My horoscope says ‘don’t worry.’ Let’s hope it fits. The photo is the garden with the grass cut!
Saw the nurse on Friday and she syringed my ears so I can now hear again. They do ache a little but she suggested a touch of vasaline would ease the itching so I have tried that.
I have lost the eraser I use when doing the codeword puzzles so I mustn’t make amy mistakes! The ones on the end of the pencils go black too quickly.
Hubby has made a cake for the Friendship Centre tea party on Thursday so now I need to buy more raisins and currants.
It is beautifully sunny so I have put our money tree out in the garden. I hope it doesn’t get nibbled by creatures.
Now to send off the poem I wrote for our group anthology. Could I have turned a corner?
I posted too soon about the rat. The dead one might be gone but I think there are still some live ones under the house! We both heard movement under the bathroom last night.

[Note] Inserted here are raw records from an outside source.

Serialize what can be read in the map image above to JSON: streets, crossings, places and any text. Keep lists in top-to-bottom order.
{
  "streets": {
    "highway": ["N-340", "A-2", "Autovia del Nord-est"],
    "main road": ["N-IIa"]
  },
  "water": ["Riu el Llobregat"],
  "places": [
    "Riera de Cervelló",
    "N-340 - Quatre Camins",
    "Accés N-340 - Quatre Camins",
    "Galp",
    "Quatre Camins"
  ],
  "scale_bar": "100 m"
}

I have contacted a pest control service and they are coming next week.
Meawhile we had our first hospital visit yesterday – for a lung function test. Of course, due to covid I couldn’t go in but the car park had more spaces than usual so it was a quick appointment. Next trip is a CT scan. We should get all the results in May. Meanwhile hubby is getting more and more out of breath and his foot is swelling up so he can’t get a sock on. I guess we are much less urgent than covid patients but it is very frustrating – not knowing what to do to make things better.
Next door said they can hear him coughing when he gets up in the night. Luckily it doesn’t seem to disturb the dog.
Now to sort the rubbish. We are in the middle of a refuse strike. Everything seems to be going wrong at once!